The main thing for me is that we have so much more space here. I’ve now had the chance to start working on really big pictures in our collection which we hadn’t had the opportunity to work on for a few years, simply because they wouldn’t fit in our previous studio. I’m excited start work on this big painting here – ‘A Royal Visit to the Fleet’ by an artist called Willem van de Velde.
So to get these paintings into your studio, what does that require?
Simple things like big lifts, big doorways, wide corridors as well as there being space in the studio.
Do you like working in the studio here?
There’s fantastic light in the studio – it’s north-facing and actually we need that to do effective retouching, to get the effective colour matching and avoid problems with direct light. So big windows and north-facing light is quite important to us. Then the other really big advantage of these studios is the inbuilt extraction. I do a lot of work with various solvents and other chemicals – things that you really don’t want to be inhaling large quantities of – so just having the inbuilt extraction is a massive advantage too.
Are you finding this building is more social?
I would say so, definitely. The tea room is quite a big social hub, it’s nice that everybody collects in there. Just being around people and being able to speak to them one-to-one helps with work. Naturally, you’ll just exchange ideas which is really useful. And it’s enormously helpful to be able to talk to the storage and collections teams on a day-to-day basis.
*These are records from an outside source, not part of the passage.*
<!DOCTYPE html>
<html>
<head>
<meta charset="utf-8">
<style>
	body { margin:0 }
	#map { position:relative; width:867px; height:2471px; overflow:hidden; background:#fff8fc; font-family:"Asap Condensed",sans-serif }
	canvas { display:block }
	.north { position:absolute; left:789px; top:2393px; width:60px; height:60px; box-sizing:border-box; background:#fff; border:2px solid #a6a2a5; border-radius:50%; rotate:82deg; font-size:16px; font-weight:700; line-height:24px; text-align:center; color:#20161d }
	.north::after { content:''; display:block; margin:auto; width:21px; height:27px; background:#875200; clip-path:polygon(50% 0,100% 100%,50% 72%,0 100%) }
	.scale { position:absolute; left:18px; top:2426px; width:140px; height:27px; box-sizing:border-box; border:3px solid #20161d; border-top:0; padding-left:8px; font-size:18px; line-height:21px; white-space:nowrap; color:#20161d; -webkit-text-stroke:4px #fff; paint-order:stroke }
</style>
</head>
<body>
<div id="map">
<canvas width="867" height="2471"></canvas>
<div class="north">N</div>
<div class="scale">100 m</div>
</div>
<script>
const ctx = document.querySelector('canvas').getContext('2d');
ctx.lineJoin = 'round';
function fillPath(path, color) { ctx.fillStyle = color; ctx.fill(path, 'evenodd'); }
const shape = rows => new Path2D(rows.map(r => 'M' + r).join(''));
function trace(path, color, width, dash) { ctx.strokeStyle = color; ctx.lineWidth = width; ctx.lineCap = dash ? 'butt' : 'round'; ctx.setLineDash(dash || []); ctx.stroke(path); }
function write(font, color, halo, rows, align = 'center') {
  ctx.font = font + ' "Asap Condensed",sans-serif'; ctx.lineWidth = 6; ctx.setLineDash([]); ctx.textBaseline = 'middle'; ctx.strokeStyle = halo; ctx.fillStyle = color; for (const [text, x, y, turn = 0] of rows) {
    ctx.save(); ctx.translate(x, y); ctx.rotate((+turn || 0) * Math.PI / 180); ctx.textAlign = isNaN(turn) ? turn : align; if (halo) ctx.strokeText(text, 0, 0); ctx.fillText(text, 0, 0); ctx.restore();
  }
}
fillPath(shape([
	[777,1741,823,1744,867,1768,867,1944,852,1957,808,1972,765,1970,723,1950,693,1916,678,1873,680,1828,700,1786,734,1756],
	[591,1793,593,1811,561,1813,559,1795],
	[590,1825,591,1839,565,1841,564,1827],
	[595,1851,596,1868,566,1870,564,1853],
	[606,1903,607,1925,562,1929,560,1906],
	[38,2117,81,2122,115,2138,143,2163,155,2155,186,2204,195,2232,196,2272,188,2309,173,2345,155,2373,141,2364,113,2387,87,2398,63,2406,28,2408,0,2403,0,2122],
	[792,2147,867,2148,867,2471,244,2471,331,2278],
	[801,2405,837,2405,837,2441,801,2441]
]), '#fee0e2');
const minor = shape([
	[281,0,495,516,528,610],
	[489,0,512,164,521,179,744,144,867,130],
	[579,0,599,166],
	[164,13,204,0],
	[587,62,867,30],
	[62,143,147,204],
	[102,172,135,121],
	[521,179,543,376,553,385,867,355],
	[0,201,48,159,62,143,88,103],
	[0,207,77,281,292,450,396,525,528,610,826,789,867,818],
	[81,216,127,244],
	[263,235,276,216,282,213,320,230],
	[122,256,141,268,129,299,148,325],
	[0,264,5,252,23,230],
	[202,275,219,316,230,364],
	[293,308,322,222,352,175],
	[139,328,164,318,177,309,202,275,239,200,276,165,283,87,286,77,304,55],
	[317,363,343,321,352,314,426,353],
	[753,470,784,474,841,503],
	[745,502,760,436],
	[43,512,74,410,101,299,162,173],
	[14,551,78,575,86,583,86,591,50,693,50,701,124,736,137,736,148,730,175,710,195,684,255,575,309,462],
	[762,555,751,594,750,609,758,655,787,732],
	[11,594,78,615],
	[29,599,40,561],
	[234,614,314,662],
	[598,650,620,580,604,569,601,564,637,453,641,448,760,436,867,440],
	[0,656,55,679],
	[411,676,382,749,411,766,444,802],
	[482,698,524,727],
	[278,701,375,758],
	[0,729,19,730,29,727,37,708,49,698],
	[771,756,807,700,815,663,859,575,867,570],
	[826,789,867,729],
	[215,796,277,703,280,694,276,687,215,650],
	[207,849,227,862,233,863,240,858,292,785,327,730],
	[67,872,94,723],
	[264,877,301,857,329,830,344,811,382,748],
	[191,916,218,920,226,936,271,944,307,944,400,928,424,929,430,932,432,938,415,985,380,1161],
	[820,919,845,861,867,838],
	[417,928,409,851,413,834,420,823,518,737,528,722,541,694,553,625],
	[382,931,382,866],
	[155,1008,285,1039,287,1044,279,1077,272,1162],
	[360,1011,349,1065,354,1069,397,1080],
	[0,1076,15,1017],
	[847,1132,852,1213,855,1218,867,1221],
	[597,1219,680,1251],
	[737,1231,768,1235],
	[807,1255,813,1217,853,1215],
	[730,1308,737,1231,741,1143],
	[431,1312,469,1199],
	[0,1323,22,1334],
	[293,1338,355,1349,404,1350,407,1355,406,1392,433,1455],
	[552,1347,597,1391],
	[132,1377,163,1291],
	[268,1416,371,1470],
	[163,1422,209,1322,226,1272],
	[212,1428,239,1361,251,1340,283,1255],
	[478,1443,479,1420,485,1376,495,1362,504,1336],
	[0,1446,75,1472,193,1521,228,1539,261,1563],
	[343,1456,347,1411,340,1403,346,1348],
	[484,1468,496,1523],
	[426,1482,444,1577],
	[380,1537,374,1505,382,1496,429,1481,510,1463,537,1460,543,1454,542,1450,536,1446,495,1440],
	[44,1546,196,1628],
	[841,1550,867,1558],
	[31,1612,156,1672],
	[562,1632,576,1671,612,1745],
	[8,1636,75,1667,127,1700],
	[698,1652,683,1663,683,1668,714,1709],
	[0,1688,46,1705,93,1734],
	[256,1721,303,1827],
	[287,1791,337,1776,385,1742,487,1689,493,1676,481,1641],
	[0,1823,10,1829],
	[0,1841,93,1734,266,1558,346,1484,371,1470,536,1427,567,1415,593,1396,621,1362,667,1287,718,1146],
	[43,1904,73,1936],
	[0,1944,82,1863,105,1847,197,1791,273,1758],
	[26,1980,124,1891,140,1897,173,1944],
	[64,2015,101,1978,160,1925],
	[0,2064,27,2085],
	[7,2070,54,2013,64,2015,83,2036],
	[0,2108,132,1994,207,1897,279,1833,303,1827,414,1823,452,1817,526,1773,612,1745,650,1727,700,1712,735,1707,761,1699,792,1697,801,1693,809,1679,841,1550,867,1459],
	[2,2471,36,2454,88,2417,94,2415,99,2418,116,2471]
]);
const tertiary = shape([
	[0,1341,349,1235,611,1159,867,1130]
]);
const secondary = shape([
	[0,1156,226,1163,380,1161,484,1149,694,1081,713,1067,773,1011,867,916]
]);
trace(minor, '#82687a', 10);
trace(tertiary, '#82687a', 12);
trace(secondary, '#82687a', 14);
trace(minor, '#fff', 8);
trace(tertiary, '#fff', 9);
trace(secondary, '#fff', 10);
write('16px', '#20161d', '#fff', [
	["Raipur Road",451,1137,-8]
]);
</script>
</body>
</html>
If they have concerns with a particular painting, they can just come and find me and bring it up for conservation pretty much straight away. That was much more problematic beforehand.
When you walk into the building how do you feel?
I’m proud of this building when I walk into it. It just looks impressive. I have lots of colleagues that work in other institutions or in private studios who have much more cramped spaces which aren’t as fit-for-purpose. So when I walk into this space it feels like a much more professional environment. Clean and modern as well.